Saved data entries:
• • • • •

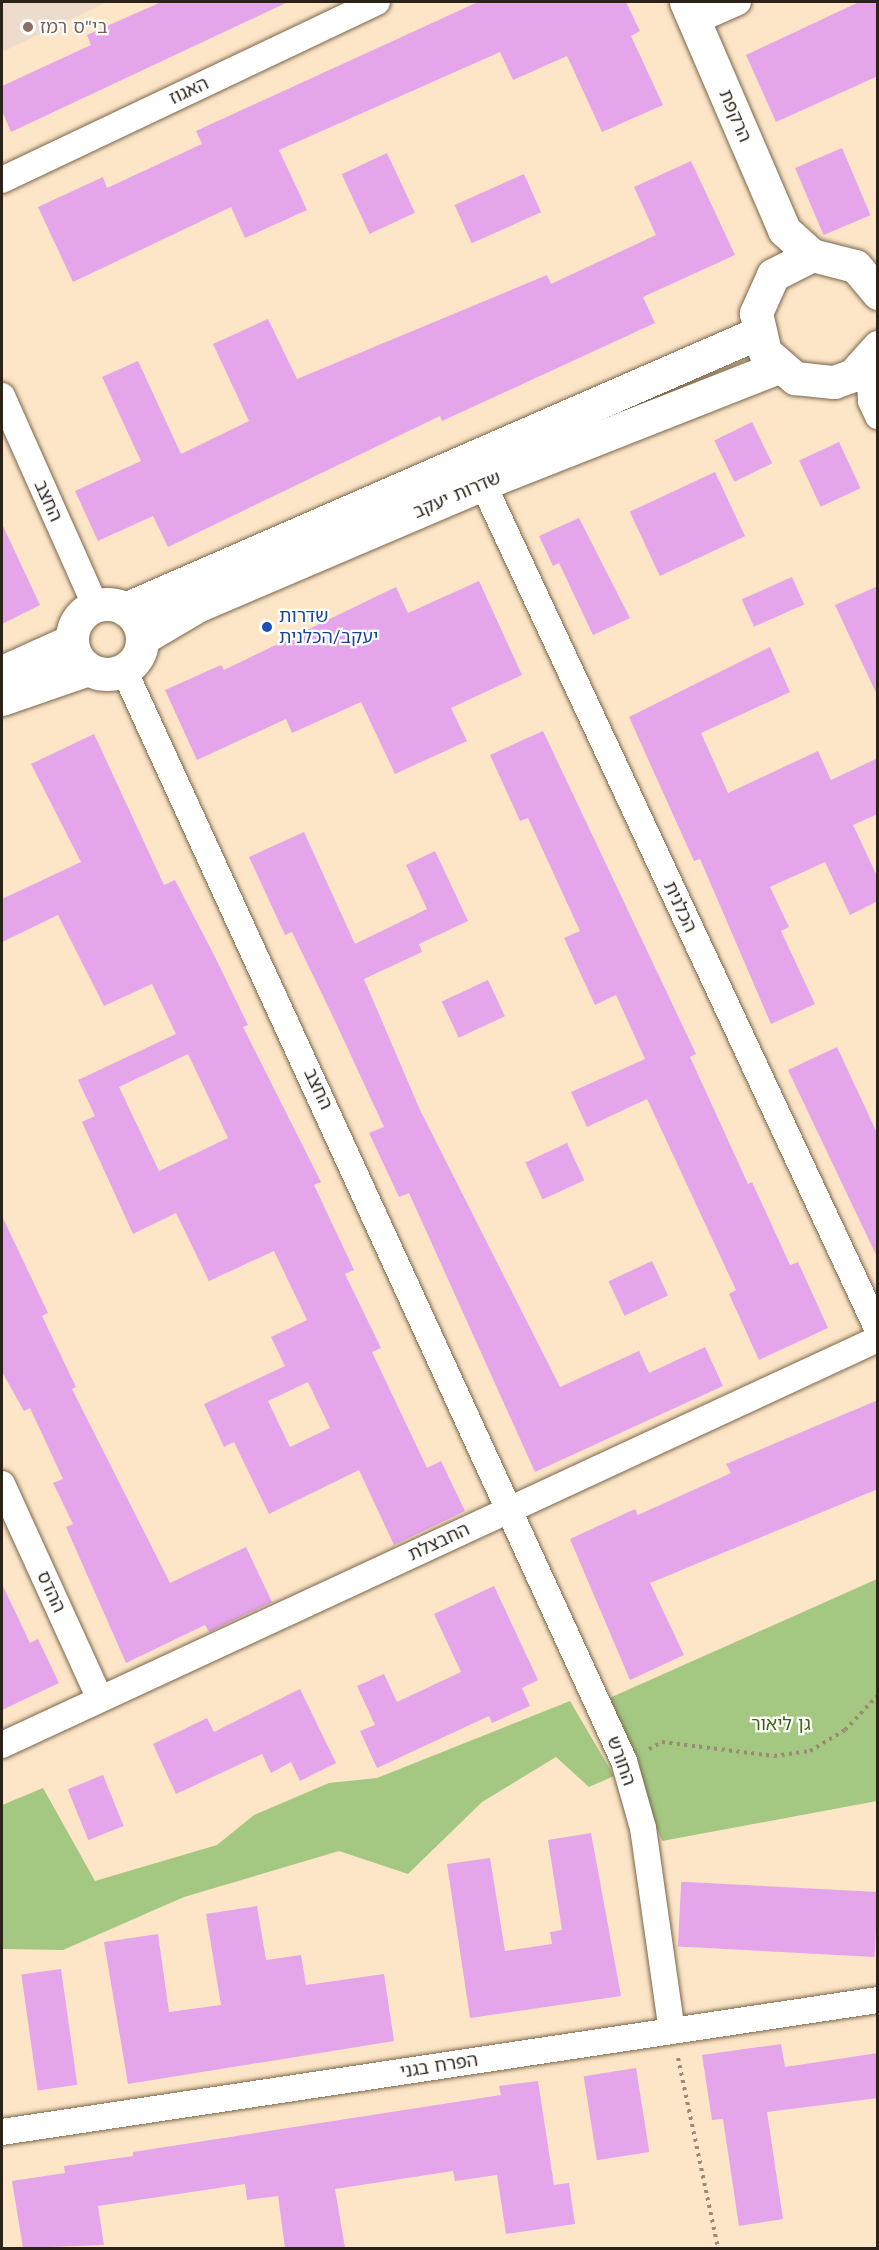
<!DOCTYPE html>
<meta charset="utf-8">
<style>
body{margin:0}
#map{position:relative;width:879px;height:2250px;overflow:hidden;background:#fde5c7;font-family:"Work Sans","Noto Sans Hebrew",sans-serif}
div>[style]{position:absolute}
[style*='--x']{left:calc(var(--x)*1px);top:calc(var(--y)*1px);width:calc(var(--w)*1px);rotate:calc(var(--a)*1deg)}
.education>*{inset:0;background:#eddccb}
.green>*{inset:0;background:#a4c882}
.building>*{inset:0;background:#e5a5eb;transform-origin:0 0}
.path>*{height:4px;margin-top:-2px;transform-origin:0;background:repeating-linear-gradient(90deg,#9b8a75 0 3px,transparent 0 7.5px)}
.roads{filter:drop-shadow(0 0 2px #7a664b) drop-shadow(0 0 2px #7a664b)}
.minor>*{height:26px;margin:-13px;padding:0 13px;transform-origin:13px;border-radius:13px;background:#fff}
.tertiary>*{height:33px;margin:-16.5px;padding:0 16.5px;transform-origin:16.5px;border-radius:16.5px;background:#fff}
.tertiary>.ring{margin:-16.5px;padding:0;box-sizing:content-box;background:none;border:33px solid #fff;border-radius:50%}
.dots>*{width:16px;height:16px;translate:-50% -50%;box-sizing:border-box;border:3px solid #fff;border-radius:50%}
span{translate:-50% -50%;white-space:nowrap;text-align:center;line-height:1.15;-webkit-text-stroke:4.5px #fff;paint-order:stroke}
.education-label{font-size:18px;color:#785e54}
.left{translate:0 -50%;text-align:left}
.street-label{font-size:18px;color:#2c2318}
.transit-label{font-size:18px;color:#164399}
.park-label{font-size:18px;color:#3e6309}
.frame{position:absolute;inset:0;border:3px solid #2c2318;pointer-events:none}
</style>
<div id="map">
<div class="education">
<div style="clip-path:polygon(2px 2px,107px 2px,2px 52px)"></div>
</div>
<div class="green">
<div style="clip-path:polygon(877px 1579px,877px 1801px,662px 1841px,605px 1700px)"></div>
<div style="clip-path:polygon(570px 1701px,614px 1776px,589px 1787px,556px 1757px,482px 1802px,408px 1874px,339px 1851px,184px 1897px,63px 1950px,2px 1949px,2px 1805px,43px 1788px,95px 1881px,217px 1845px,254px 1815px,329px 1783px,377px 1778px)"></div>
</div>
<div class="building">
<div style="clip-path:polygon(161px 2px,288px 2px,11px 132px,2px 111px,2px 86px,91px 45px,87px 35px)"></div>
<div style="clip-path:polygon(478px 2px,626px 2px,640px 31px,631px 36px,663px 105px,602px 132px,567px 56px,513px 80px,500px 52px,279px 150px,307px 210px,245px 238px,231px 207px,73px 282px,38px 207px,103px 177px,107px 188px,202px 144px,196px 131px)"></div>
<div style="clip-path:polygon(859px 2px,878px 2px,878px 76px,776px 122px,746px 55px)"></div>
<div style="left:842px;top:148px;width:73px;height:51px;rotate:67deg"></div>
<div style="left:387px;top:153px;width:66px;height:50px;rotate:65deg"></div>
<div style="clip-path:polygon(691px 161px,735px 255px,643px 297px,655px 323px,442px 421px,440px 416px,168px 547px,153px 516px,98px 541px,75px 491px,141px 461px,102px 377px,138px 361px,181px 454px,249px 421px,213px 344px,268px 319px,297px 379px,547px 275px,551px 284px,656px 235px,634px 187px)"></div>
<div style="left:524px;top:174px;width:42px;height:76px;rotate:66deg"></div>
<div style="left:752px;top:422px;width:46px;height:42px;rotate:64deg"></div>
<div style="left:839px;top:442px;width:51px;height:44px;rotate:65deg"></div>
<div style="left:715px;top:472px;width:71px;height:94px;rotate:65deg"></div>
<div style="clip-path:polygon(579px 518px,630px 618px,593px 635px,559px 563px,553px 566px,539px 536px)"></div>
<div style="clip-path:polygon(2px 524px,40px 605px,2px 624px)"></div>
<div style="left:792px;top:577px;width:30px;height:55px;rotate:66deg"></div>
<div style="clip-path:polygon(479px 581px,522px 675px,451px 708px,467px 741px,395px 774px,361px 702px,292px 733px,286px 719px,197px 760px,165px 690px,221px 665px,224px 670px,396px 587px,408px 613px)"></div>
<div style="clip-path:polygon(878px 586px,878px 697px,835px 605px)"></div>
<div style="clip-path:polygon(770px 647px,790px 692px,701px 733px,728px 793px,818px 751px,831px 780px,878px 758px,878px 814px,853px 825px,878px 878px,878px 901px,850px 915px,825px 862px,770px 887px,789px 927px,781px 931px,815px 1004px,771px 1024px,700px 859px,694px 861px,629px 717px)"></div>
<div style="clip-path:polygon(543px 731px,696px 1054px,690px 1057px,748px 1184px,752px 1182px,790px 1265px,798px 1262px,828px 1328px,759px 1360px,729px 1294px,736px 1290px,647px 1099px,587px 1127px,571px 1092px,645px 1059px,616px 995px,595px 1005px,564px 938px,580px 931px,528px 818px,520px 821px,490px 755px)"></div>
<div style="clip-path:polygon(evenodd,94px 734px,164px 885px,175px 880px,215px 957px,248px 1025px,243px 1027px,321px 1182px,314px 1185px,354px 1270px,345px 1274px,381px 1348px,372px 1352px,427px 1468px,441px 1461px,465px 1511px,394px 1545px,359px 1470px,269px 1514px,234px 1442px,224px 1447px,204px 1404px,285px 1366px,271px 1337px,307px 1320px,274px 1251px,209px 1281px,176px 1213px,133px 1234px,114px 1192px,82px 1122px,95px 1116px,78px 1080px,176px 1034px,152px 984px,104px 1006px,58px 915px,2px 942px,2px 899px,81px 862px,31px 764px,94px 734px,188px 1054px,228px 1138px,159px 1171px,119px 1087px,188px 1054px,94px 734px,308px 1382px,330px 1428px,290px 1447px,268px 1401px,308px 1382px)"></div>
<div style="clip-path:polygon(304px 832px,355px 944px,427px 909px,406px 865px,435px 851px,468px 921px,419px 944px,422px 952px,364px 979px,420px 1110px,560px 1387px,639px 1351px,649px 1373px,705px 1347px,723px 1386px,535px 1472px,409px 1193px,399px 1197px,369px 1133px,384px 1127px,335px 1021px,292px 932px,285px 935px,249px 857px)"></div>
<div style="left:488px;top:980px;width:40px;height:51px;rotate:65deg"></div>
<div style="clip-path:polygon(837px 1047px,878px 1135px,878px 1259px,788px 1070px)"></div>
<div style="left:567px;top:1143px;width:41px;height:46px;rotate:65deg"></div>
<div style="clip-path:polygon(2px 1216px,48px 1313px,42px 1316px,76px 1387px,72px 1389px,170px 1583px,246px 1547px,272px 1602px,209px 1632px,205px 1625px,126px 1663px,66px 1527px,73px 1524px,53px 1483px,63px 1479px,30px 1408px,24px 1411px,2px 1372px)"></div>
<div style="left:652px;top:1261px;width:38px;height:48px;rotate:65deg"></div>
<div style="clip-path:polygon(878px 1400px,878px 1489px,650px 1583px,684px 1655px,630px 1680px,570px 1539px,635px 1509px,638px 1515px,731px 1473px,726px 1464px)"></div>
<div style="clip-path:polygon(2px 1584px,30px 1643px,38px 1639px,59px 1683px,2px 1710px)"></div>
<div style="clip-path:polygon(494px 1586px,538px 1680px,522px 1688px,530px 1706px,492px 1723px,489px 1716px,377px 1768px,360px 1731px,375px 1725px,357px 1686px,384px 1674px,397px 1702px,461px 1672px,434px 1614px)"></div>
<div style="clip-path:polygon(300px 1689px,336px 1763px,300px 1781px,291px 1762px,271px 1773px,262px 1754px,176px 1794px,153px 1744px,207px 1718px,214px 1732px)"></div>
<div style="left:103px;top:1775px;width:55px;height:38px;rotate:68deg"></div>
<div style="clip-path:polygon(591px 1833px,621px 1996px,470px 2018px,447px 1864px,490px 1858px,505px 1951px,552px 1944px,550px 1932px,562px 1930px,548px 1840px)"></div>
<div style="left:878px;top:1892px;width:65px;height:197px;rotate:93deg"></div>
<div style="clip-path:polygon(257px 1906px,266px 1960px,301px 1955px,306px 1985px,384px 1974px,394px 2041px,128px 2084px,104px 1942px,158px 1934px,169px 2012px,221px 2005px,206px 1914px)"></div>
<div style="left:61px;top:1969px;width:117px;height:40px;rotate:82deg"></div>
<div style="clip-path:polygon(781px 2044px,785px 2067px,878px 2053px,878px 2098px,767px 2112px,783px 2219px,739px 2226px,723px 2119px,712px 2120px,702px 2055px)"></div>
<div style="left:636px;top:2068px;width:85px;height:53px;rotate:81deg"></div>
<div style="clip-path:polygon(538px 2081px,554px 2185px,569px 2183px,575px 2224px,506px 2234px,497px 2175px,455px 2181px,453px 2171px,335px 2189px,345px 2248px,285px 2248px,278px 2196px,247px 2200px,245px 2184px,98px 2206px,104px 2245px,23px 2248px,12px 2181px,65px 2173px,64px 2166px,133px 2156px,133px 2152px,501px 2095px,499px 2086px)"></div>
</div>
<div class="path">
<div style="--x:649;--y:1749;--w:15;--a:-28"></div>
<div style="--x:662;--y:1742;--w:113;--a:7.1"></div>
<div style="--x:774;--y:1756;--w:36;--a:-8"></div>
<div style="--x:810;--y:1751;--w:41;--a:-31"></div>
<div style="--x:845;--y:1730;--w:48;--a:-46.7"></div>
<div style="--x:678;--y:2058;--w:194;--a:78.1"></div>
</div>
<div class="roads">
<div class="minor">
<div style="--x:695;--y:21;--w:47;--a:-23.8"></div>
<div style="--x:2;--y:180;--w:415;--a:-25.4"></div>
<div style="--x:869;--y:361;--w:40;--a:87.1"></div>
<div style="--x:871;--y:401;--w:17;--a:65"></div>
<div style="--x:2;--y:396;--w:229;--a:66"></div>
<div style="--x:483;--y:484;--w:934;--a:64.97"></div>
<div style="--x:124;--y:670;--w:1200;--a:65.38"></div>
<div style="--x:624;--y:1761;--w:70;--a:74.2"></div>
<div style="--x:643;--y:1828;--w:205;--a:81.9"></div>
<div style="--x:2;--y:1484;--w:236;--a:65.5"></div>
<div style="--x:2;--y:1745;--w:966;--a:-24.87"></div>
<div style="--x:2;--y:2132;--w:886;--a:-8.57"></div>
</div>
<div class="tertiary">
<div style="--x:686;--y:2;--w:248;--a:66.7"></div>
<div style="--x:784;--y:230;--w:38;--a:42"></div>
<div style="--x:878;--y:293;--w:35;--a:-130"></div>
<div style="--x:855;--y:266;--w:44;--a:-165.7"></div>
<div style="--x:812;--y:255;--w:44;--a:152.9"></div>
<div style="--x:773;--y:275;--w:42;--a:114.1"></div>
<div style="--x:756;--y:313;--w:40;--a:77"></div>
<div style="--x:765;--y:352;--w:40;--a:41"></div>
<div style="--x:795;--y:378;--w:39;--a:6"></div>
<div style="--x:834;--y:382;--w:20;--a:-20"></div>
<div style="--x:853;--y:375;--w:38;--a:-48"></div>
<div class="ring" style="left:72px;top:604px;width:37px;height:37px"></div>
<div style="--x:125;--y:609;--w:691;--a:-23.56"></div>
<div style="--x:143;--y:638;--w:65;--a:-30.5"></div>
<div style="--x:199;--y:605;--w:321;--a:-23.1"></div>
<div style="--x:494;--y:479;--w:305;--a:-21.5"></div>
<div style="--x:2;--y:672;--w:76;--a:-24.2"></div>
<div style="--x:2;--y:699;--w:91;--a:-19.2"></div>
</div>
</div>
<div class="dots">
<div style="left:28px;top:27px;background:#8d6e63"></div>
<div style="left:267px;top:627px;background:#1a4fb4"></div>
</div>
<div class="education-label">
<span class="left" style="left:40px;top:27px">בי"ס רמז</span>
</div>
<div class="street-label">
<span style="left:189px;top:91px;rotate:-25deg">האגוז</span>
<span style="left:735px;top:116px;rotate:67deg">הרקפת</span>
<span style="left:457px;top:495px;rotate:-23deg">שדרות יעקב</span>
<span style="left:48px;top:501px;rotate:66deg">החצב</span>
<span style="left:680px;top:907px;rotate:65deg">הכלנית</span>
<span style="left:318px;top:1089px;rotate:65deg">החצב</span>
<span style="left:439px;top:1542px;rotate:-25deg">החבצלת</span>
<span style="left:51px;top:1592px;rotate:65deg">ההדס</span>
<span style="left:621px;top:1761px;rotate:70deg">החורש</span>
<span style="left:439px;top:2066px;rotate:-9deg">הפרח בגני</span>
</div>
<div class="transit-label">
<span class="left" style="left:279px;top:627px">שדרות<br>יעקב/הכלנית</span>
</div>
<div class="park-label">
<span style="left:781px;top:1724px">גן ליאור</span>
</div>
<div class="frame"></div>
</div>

• • • • •

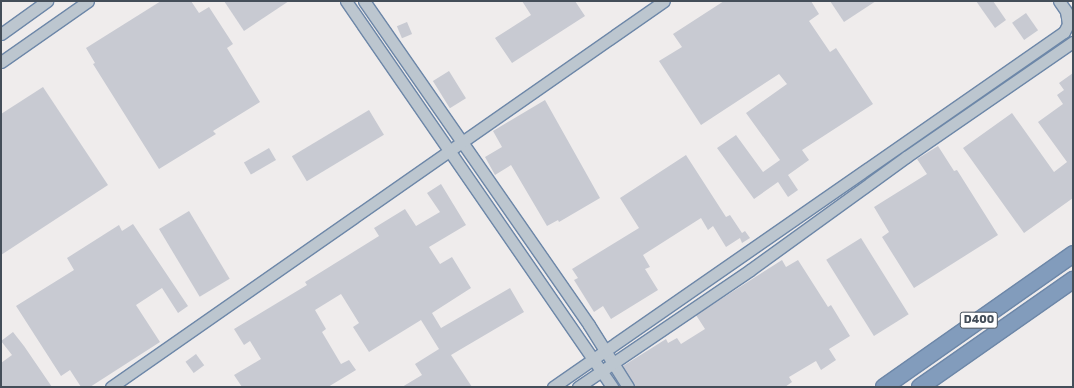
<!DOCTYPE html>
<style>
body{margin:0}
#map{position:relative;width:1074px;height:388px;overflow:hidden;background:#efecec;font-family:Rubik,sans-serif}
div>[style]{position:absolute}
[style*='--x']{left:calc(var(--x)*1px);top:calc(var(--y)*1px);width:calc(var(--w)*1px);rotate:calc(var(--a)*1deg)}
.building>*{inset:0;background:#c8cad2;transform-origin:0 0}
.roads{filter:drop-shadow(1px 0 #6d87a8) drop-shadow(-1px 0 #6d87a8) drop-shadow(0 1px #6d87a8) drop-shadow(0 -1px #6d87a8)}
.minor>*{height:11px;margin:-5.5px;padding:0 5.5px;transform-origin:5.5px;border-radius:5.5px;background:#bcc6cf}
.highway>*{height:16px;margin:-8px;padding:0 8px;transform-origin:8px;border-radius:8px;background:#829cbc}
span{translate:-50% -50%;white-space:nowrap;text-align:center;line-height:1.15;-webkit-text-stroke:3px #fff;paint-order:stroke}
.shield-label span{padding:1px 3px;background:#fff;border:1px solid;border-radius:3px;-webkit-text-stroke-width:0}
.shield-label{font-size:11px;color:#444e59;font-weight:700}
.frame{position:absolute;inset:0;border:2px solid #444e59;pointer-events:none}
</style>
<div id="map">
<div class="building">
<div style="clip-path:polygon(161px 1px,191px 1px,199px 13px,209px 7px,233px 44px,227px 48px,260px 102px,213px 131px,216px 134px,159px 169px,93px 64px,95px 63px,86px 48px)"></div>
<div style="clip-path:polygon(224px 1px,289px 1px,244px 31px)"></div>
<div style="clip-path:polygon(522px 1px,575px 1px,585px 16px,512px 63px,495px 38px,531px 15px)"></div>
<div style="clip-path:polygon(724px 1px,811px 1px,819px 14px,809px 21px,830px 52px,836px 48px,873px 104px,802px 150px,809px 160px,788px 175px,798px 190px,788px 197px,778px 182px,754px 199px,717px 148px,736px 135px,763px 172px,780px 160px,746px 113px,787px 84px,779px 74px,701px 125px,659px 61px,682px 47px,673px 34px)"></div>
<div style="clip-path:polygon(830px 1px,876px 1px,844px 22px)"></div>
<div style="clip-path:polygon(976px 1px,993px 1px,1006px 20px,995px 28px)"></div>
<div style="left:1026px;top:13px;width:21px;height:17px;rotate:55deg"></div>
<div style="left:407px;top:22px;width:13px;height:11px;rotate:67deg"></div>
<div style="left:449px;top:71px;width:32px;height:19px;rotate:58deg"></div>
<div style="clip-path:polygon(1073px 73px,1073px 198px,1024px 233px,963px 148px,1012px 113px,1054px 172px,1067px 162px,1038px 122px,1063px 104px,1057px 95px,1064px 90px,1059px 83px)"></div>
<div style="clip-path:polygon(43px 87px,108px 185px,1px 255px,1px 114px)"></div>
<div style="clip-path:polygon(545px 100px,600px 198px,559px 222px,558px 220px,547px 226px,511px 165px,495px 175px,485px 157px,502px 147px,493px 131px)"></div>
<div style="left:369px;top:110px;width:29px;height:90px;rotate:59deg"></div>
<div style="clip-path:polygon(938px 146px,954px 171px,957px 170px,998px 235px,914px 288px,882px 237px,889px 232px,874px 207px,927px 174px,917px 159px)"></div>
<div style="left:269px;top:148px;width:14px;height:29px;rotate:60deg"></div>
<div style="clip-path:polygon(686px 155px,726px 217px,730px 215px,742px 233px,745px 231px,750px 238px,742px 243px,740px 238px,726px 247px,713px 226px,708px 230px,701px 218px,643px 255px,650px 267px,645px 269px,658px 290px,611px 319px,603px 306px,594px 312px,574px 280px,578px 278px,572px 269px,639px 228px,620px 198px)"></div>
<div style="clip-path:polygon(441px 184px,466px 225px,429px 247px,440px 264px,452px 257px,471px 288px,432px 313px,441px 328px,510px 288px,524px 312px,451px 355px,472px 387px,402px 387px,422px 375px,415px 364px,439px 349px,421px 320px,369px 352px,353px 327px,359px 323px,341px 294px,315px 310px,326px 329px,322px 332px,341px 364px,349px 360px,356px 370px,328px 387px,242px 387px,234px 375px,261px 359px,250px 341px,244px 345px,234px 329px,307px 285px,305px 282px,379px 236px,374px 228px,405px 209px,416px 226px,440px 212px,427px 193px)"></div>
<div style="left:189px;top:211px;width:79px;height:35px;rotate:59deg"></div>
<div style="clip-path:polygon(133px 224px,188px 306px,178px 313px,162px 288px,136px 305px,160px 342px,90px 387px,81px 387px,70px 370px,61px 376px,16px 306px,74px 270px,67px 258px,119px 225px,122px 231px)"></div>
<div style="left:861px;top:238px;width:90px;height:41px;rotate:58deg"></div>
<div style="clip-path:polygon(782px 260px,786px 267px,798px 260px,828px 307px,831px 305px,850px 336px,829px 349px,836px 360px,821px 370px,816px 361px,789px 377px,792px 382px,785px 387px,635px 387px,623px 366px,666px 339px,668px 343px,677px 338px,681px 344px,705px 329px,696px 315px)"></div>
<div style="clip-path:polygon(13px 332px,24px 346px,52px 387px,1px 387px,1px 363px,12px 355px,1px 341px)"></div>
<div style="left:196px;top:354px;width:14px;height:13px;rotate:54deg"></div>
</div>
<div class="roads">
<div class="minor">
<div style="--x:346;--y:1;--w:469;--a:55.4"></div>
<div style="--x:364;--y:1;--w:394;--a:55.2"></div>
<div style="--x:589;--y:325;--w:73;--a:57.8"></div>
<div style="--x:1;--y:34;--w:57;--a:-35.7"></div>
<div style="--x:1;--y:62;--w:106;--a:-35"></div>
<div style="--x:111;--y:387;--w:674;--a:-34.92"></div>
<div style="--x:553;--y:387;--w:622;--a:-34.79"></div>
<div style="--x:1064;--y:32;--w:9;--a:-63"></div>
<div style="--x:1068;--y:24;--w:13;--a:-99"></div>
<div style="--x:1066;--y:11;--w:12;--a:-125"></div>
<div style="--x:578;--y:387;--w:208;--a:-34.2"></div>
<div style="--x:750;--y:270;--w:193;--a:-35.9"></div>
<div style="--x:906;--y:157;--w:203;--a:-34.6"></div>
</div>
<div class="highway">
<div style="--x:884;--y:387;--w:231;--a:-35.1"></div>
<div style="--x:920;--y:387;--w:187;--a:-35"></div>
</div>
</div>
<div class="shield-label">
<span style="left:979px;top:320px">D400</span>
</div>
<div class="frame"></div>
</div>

• • • • •

== Exercise details ==
Search the entries for the word "absolute" and copy every line that has it.

== Written solution ==
div>[style]{position:absolute}
.frame{position:absolute;inset:0;border:3px solid #2c2318;pointer-events:none}
div>[style]{position:absolute}
.frame{position:absolute;inset:0;border:2px solid #444e59;pointer-events:none}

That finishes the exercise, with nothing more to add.